As was the case 50 years ago, there are constraints on supplies: shipping delays are blocking deliveries; manufacturers can’t get parts to ramp up production; real-estate values are skyrocketing, while lumber shortages constrain home building; and most commodity prices are rising precipitously. Experts reassure us that the annual inflation rate will rise only to about 2%. We hope they’re right, but when demand increases faster than supply, prices tend to go up.
Regarding interest rate hikes — the common cure for inflation — one difference between now and then, is that the Fed is constrained by a runaway national debt, currently sitting at a mind-boggling $28 trillion.
(other countries are just as guilty of piling up debt and kicking the can down the road as far as getting a handle on it. Its estimated the global debt is the equivalent of $284 trillion, representing 355% of global GDP. Simply put, that means $3.55 of debt is required for every dollar of GDP output.
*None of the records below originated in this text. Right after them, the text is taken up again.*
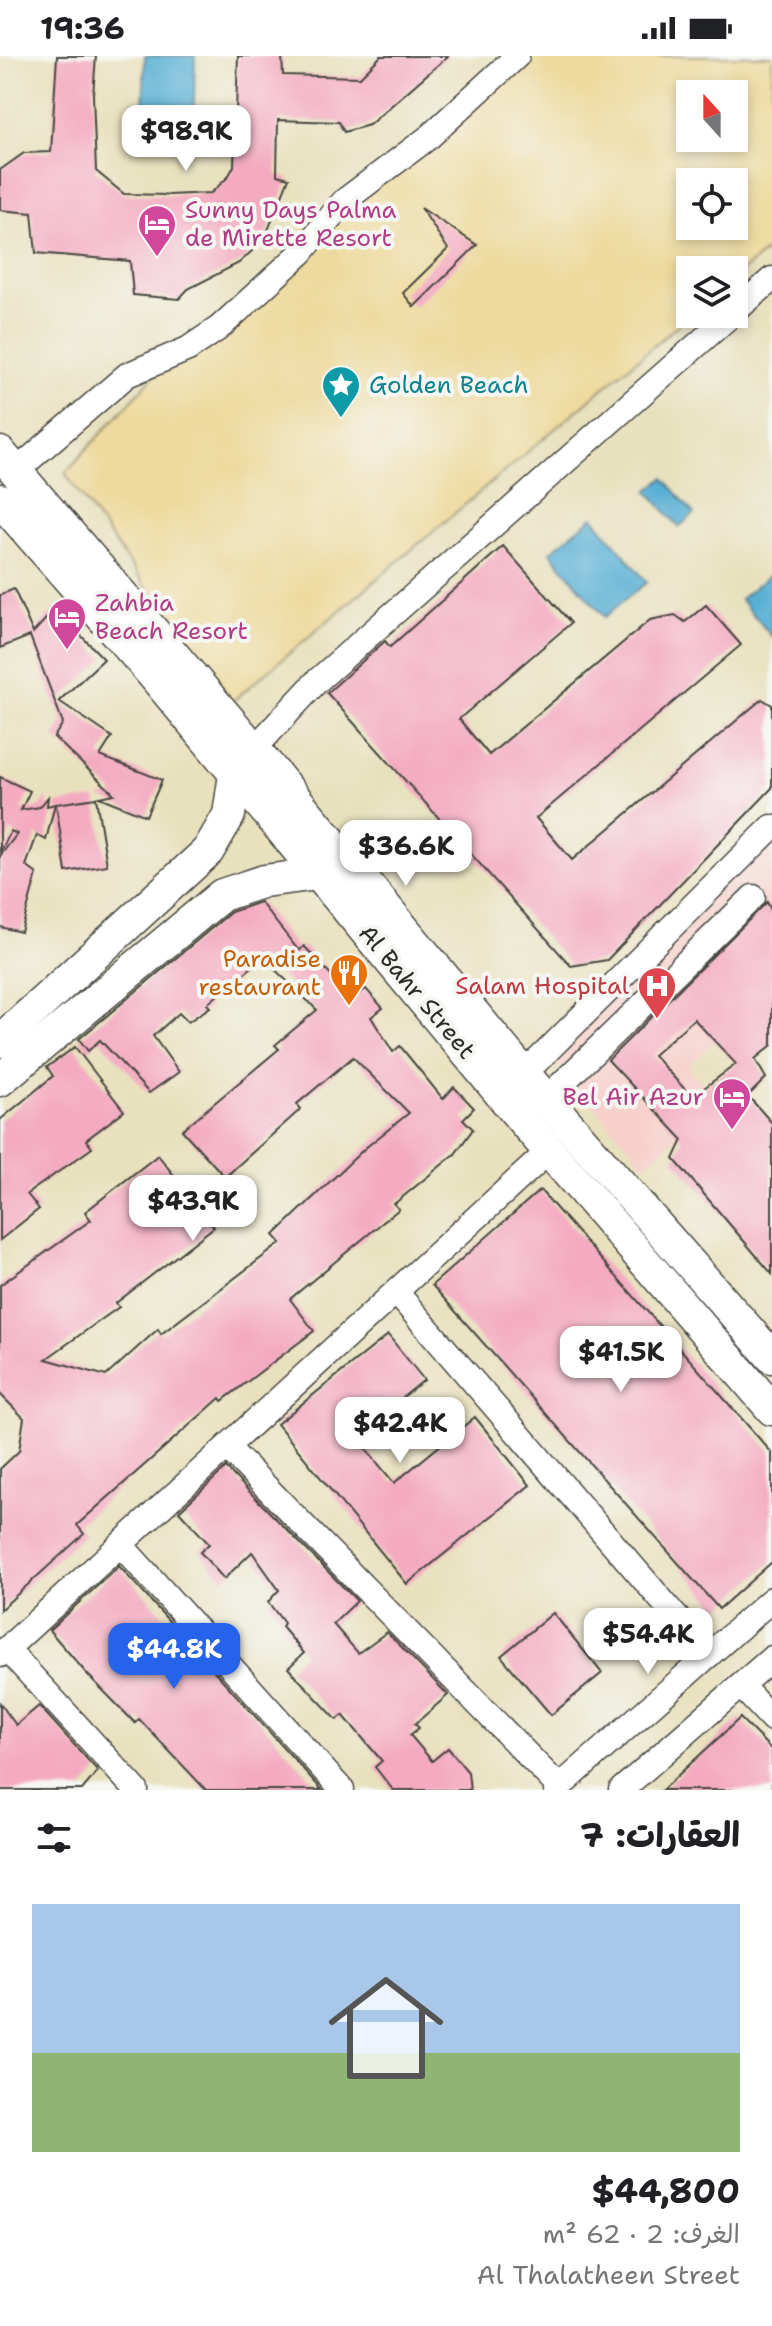 <!DOCTYPE html>
<html lang="ar">
<head>
<meta charset="utf-8">
<style>
	body { margin:0; font-family:"Shantell Sans","Playpen Sans Arabic",sans-serif; background:#f2f2f2; color:#202124; direction:rtl; height:100vh; display:flex; flex-direction:column; font-size:30px; white-space:nowrap }
	* { box-sizing:border-box; margin:0 }
	p { font-size:26px; color:#757577 }
	.icon { flex:none; width:44px; height:44px; fill:none; stroke:currentColor; stroke-width:2; stroke-linecap:round; stroke-linejoin:round }
	.map { position:relative; height:1734px; overflow:hidden; direction:ltr }
	.side { display:flex; flex-direction:column; background:#fff; flex:1 }
	.side>* { flex:none }
	.needle { width:52px; rotate:339deg }
	.tools { position:absolute; left:676px; top:24px; display:grid; gap:16px }
	.tools a { display:grid; place-items:center; width:72px; height:72px; border-radius:0px; background:#fff; box-shadow:0 4px 12px #0003; font-size:40px }
	.price { position:absolute; translate:-50% -68px; padding:0 18px; border-radius:16px; background:#fff; color:#222; font-size:26px; line-height:52px; filter:drop-shadow(0 2px 4px #0008) }
	.price::after { content:''; position:absolute; left:50%; top:48px; width:24px; height:18px; margin-left:-12px; background:inherit; clip-path:polygon(0 0,100% 0,50% 100%) }
	.price.current { background:#2563eb; color:#fff }
	ul { padding:0; list-style:none }
	li { display:grid; align-content:center; gap:16px; height:424px; padding:0 32px }
	li+li { border-top:2px solid #e0e0e0 }
	li span { display:grid; place-items:center; height:248px; border-radius:0px; color:#555 }
	li>.icon { margin-inline-start:auto }
	span .icon { width:144px; height:144px; fill:#fffc; stroke-width:1 }
	li b { font-size:34px }
	h2 { display:flex; justify-content:space-between; align-items:center; height:96px; padding:0 32px; font-size:34px }
	.status { display:flex; justify-content:space-between; align-items:center; height:56px; padding:0 40px; background:#fff; direction:ltr }
	.status svg { height:22px; fill:currentColor }
	.map>svg:first-child { display:block }
</style>
</head>
<body>
<div class="status"><b>19:36</b><svg viewBox="0 0 49 12"><path d="M0 12V9h3v3zM5 12V6h3v6zM10 12V3h3v9zM15 12V0h3v12zM26 1h20v11H26zM47 4h2v5h-2z"/></svg></div>
<div class="map">
<svg width="772" height="1734" viewBox="0 0 772 1734">
	<rect width="100%" height="100%" fill="#f6f6f2"/>
	<filter id="ink" filterUnits="userSpaceOnUse"><feTurbulence type="fractalNoise" baseFrequency=".0125" numOctaves="2"/><feDisplacementMap in="SourceGraphic" scale="16" xChannelSelector="R" yChannelSelector="G"/><feConvolveMatrix kernelMatrix="1 2 1 2 8 2 1 2 1" color-interpolation-filters="sRGB"/></filter>
	<filter id="wash" filterUnits="userSpaceOnUse"><feTurbulence type="fractalNoise" baseFrequency=".006" numOctaves="4" result="noise"/><feDisplacementMap in="SourceGraphic" scale="32" xChannelSelector="R" yChannelSelector="G"/><feGaussianBlur stdDeviation="1.8" result="paint"/><feColorMatrix in="noise" values="0 0 0 0 0 0 0 0 0 0 0 0 0 0 0 0 0 1.4 0 .05"/><feComposite in="paint" operator="in"/></filter>
	<g filter="url(#wash)">
		<rect width="100%" height="100%" fill="#e8e1be"/>
		<!-- built -->
		<polygon fill="#f7d0ca" points="772,763 772,933 688,1010 714,1045 645,1110 547,995"/>
		<!-- sand -->
		<path fill="#eeda9e" stroke="#8c8264" stroke-width="2" fill-rule="evenodd" d="M512,0H772V190L734,222V214H690L691,258L229,648L65,417L164,309ZM690,38H734V82H690ZM690,126H734V170H690Z"/>
		<!-- water -->
		<g fill="#57afd4" stroke="#416d80" stroke-width="2">
			<polygon points="145,0 195,0 194,48 172,75 154,70 143,53"/>
			<polygon points="664,422 694,458 679,471 648,435"/>
			<polygon points="593,461 647,526 604,561 550,496"/>
			<polygon points="771,518 772,519 772,581 740,543"/>
			<polygon points="410,1347 424,1358 417,1374 395,1389 386,1385 376,1369 389,1369 393,1357"/>
		</g>
		<g id="blocks">
			<!-- building -->
			<g fill="#f4abc1" fill-rule="evenodd">
				<polygon points="57,0 96,0 93,39 96,115 124,138 168,139 211,137 228,121 234,110 238,0 282,0 283,19 360,21 381,0 448,0 369,69 344,76 339,66 278,64 277,119 289,122 264,184 239,207 188,233 179,243 133,239 130,205 36,197 32,157 0,154 0,114 24,97 51,96"/>
				<polygon points="421,152 477,189 414,251 403,237 448,193"/>
				<polygon points="503,490 571,567 459,663 489,699 650,564 675,559 685,566 706,549 741,589 536,762 572,804 762,643 772,649 772,732 607,904 571,910 327,637 385,585 390,591"/>
				<polygon points="14,533 33,577 55,553 104,603 59,645 112,681 100,700 162,724 146,760 99,741 114,738 54,681 63,667 30,580 0,592 0,539"/>
				<polygon points="0,721 30,735 21,754 40,751 48,741 47,750 55,748 46,784 37,779 26,810 37,818 21,876 0,871 0,800 17,778 11,775 0,797"/>
				<polygon points="96,742 107,809 66,816 56,748"/>
				<polygon points="260,846 299,895 304,890 353,942 366,933 383,952 371,961 393,996 400,990 443,1043 454,1031 474,1052 463,1063 473,1073 455,1098 394,1148 399,1153 290,1243 314,1275 222,1345 220,1342 77,1469 84,1478 0,1554 0,1413 19,1395 24,1362 0,1338 0,1229 91,1164 85,1156 158,1099 214,1171 116,1247 119,1251 46,1303 106,1320 158,1273 161,1278 281,1187 274,1179 364,1093 409,1057 353,1001 297,1048 301,1053 225,1121 182,1074 279,993 275,989 317,954 263,902 207,948 210,951 188,966 179,957 153,980 179,1016 149,1037 100,984 88,995 79,983 231,856"/>
				<path d="M767,846L772,856V989L755,1003L766,1022L748,1040L772,1067V1218L674,1103L683,1084L608,1004ZM694,963L736,1008L692,1041L653,999Z"/>
				<polygon points="75,991 124,1055 86,1084 92,1092 27,1138 39,1153 0,1184 0,1064 53,1020 47,1011"/>
				<polygon points="540,1134 772,1397 772,1506 719,1553 432,1229"/>
				<polygon points="388,1279 424,1324 355,1380 394,1427 475,1361 530,1429 407,1528 277,1368"/>
				<polygon points="226,1412 357,1545 333,1568 358,1597 387,1576 448,1639 415,1668 419,1672 410,1679 432,1705 448,1692 468,1716 470,1734 393,1734 375,1711 382,1705 343,1659 337,1664 288,1612 304,1597 282,1571 284,1567 268,1546 279,1534 252,1496 224,1523 200,1496 209,1488 179,1455"/>
				<polygon points="119,1510 322,1734 206,1734 139,1663 135,1667 87,1618 49,1574"/>
				<polygon points="553,1557 602,1617 551,1659 501,1600"/>
				<polygon points="0,1647 16,1669 39,1650 98,1715 82,1734 0,1734"/>
				<polygon points="740,1662 772,1694 772,1734 662,1734"/>
			</g>
		</g>
	</g>
	<g filter="url(#ink)">
		<use href="#blocks" fill-opacity="0" stroke="#474641" stroke-width="2"/>
		<g fill="none" stroke-linecap="round" stroke-linejoin="round">
			<!-- minor casing -->
			<g stroke="#474641" stroke-width="27">
				<g id="minor">
					<polyline points="734,256 772,223"/>
					<polyline points="16,415 127,319 188,293 219,272 301,197 344,145 429,81 517,0"/>
					<polyline points="254,693 317,625 732,258"/>
					<polyline points="524,1018 772,771"/>
					<polyline points="546,1043 753,841"/>
					<polyline points="396,1236 709,1599"/>
					<polyline points="227,1391 559,1731"/>
					<polyline points="121,1489 342,1734"/>
					<polyline points="7,1593 136,1734"/>
					<polyline points="0,1599 549,1095"/>
					<polyline points="741,1630 772,1663"/>
					<polyline points="556,1734 772,1543"/>
					<polyline points="621,1734 772,1602"/>
				</g>
			</g>
			<!-- major casing -->
			<g stroke="#474641" stroke-width="35">
				<g id="major">
					<polyline points="0,397 254,693 524,1018 772,1301"/>
					<polyline points="0,444 155,621 525,1067 772,1353"/>
					<polyline points="0,985 208,795 229,759 235,718"/>
					<polyline points="0,1024 222,839 264,825 318,818"/>
				</g>
			</g>
			<!-- minor -->
			<use href="#minor" stroke="#fff" stroke-width="24"/>
			<!-- major -->
			<use href="#major" stroke="#fff" stroke-width="32"/>
		</g>
	</g>
	<!-- icons -->
	<defs>
		<g id="hotel-pin" transform="scale(2)"><path d="M0 17L-7.5 6A9.5 9.5 0 1 1 7.5 6Z" fill="#d1479c" stroke="#f6f6f2"/><path d="M-6-4.5h1.5V1H6V5H4.5V3h-9V5H-6ZM-4 0a1.8 1.8 0 1 1 3.6 0ZM.5 0V-2.5h3Q6-2.5 6 0Z" fill="#fff"/></g>
		<g id="sight-pin" transform="scale(2)"><path d="M0 17L-7.5 6A9.5 9.5 0 1 1 7.5 6Z" fill="#0f9aa8" stroke="#f6f6f2"/><path d="M0-6L1.8-2.2L6-1.7L2.9 1.2L3.7 5.4L0 3.3L-3.7 5.4L-2.9 1.2L-6-1.7L-1.8-2.2Z" fill="#fff"/></g>
		<g id="restaurant-pin" transform="scale(2)"><path d="M0 17L-7.5 6A9.5 9.5 0 1 1 7.5 6Z" fill="#e8710a" stroke="#f6f6f2"/><path d="M-5-6h1v4h1v-4h1v4h1v-4h1v5L-1.5 .5V6h-2V.5L-5-1ZM5-6V6H3V1.5H1.5Q1.5-4 5-6Z" fill="#fff"/></g>
		<g id="hospital-pin" transform="scale(2)"><path d="M0 17L-7.5 6A9.5 9.5 0 1 1 7.5 6Z" fill="#e0444e" stroke="#f6f6f2"/><path d="M-5-5h3v3.5h4V-5h3V5h-3V1.5h-4V5h-3Z" fill="#fff"/></g>
	</defs>
	<g fill-rule="evenodd">
		<use href="#hotel-pin" x="157" y="168"/>
		<use href="#sight-pin" x="341" y="329"/>
		<use href="#hotel-pin" x="67" y="561"/>
		<use href="#restaurant-pin" x="349" y="917"/>
		<use href="#hospital-pin" x="657" y="930"/>
		<use href="#hotel-pin" x="732" y="1041"/>
	</g>
	<g text-anchor="middle" dominant-baseline="central" stroke-width="8" stroke-linejoin="round" paint-order="stroke">
		<!-- hotel labels -->
		<g font-size="24" fill="#b23c85" stroke="#f6f6f2" text-anchor="start">
			<text x="185" y="154">Sunny Days Palma<tspan x="185" dy="28">de Mirette Resort</tspan></text>
			<text x="95" y="547">Zahbia<tspan x="95" dy="28">Beach Resort</tspan></text>
			<text x="704" y="1041" text-anchor="end">Bel Air Azur</text>
		</g>
		<!-- culture labels -->
		<g font-size="24" fill="#0d838f" stroke="#f6f6f2" text-anchor="start">
			<text x="369" y="329">Golden Beach</text>
		</g>
		<!-- food labels -->
		<g font-size="24" fill="#c56008" stroke="#f6f6f2" text-anchor="end">
			<text x="321" y="903">Paradise<tspan x="321" dy="28">restaurant</tspan></text>
		</g>
		<!-- health labels -->
		<g font-size="24" fill="#be3a42" stroke="#f6f6f2" text-anchor="end">
			<text x="629" y="930">Salam Hospital</text>
		</g>
		<!-- street labels -->
		<g font-size="24" fill="#2b2b2b" stroke="#f6f6f2">
			<text transform="translate(417 936) rotate(50)">Al Bahr Street</text>
		</g>
	</g>
</svg>
<div class="tools">
<a><svg class="needle" viewBox="-14 -14 28 28"><path d="M0-13l5 13h-10z" fill="#e53935"/><path d="M0 13l5-13h-10z" fill="#757577"/></svg></a>
<a><svg class="icon" aria-label="locate" viewBox="0 0 24 24"><circle cx="12" cy="12" r="6"/><path d="M12 2v4M12 18v4M2 12h4M18 12h4"/></svg></a>
<a><svg class="icon" aria-label="layers" viewBox="0 0 24 24"><path d="M12 4l9 5-9 5-9-5zM3 14l9 5 9-5"/></svg></a>
</div>
<b class="price" style="left:186px;top:117px">$98.9K</b>
<b class="price" style="left:406px;top:832px">$36.6K</b>
<b class="price" style="left:193px;top:1187px">$43.9K</b>
<b class="price" style="left:621px;top:1338px">$41.5K</b>
<b class="price" style="left:400px;top:1409px">$42.4K</b>
<b class="price" style="left:648px;top:1620px">$54.4K</b>
<b class="price current" style="left:174px;top:1635px">$44.8K</b>
</div>
<section class="side">
<h2>العقارات: 7<svg class="icon" aria-label="filters" viewBox="0 0 24 24"><path d="M4 7h16M4 17h16"/><circle cx="9" cy="7" r="2"/><circle cx="15" cy="17" r="2"/></svg></h2>
<ul>
<li><span style="background:linear-gradient(#a9c7e8 60%,#8fb573 0)"><svg class="icon" aria-label="home" viewBox="0 0 24 24"><path d="M3 11l9-7 9 7M6 9v11h12V9"/></svg></span><div><b>$44,800</b><p>الغرف: 2 · 62 m²</p><p>Al Thalatheen Street</p></div></li>
</ul>
</section>
</body>
</html>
The US government only brings in $3.5 trillion a year yet it must pay interest on the $28 trillion debt and pay bondholders their interest when the bonds reach maturity. We know the debt is going to increase this year and likely for the next three. It is obvious to anyone looking at this that the government cannot afford this debt, nor does it have any intention of paying it back.
The only reason the government can get away with it, whereas a business or private citizen could not, is because it owns a money printing press and controls interest rates.
The more money they print, the less the average American (or Canadian, it is the same in Canada) can buy.
Wages cannot keep up with how fast the federal government has, through excessively adding to the money supply (with newly printed money) or borrowing it to pay for spending programs, been devaluing the dollar.
Sooner or later people must realize that with all the money-printing that goes along with the tax and spend Biden administration, combined with runaway growth due to economies coming out of the pandemic, we are going to be struck by a major bout of inflation.
Over time, as we showed in the ‘One Dollar’ chart above, inflation erodes the purchasing power of fiat currencies and eventually they become worthless.
Will it become like the ‘70s? Hopefully not, but who knows? How can you protect yourself just in case? If you’re parking your money in any fiat currency, know that eventually the value of your investment will decline, through continued money-printing by politicians that must spend (and print) to survive, whether it’s spending on wars, pork-barrel politics, covid-19 relief programs or multi-trillion-dollar infrastructure buildouts.
A dollar today is worth 99 cents tomorrow and 98 cents the day after; history proves it. That’s what happens when you save in paper money not backed by gold.
Since 1972 gold has gone from $35 to $1,750. That’s the power of precious metals. Which is why I refuse to deposit cash into a money-losing savings account. In my opinion the coming inflation and soaring global debt levels all but guarantee another gold run is on its way.
Quality junior resource stocks have historically offered excellent leverage to rising precious metals prices. I believe they will do so this time as well.